Bartonella species are fastidious gram-negative rods that comprise around 2% of cases of blood culture-negative endocarditis.2 Preexisting valvular disease or history of valvular surgery are the major risk factors for Bartonella endocarditis, which often presents subacutely with fever, and acute renal insufficiency as in our patient.8 There have been isolated case reports and a case series of 22 patients that suggest Bartonella endocarditis is associated with high frequency of vegetations and embolism.6 9 10

There has also been case reports suggesting occurrence of glomerulonephritis associated with Bartonella endocarditis.9 11 12 All the patients described had a pattern consistent with immune complex-mediated necrotising and crescentic glomerulonephritis. The findings of low serum complement levels, circulating anti–Bartonella IgG antibodies and positive rheumatoid factor in our patient with acute renal failure could suggest the diagnoses of glomerulonephritis secondary to immune-complex deposition.

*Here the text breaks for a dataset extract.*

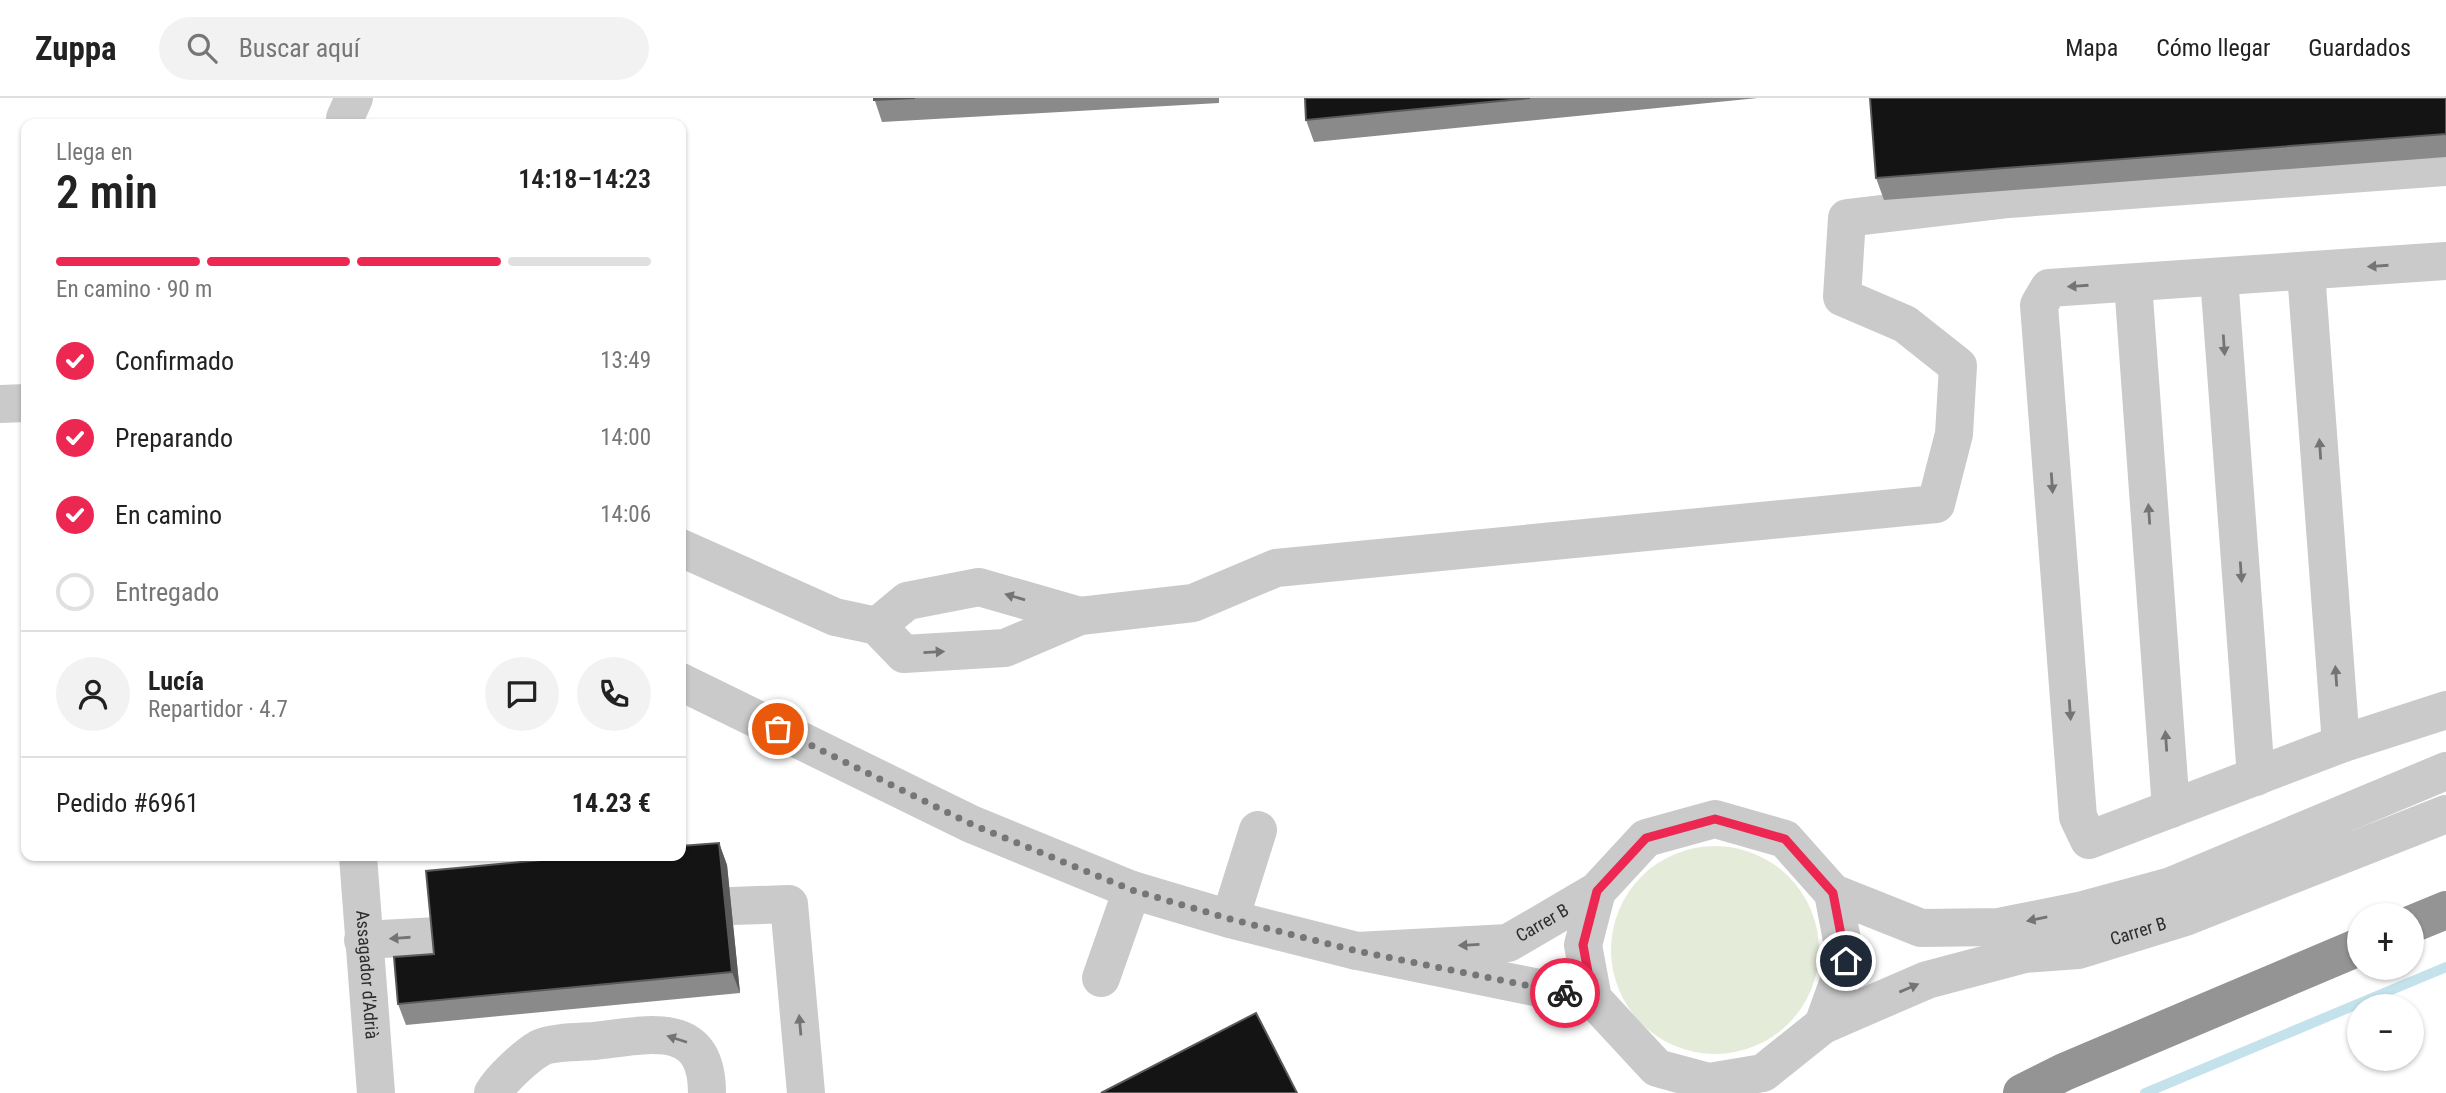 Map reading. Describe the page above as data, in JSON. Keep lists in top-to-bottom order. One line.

We present a 66-year-old male with a bio-prosthetic aortic valve who presented with acute renal failure and evidence of bio-prosthetic valvular vegetations. The patient’s repeated blood culture remained negative, however he had serologies positive for Bartonella species. He was promptly started on ceftriaxone, gentamycin and doxycycline for treatment of culture-negative endocarditis according to the 2005 American Heart Association guidelines. Approximately 80% of patients with B henselae endocarditis require valve replacement because of the destructive nature of the pathogen.8 Our patient who refused surgery had further progression of his endocarditis including prolapse of his bio-prosthetic valve.

We demonstrate a case of complicated infective endocarditis caused by Bartonella species leading to multisystem involvement. The patient had acute renal failure from possible glomerulonephritis secondary to immune-complex deposition and later an intracerebral bleed which could have been secondary to development of a mycotic aneurysm or embolic phenomena. This case gives light to the need for urgent valve replacement in the setting of Bartonella endocarditis.

Learning points.

  • The diagnosis of infective endocarditis is currently based on the modified duke criteria. This requires evidence on echocardiogram or blood culture prior to antibiotic administration.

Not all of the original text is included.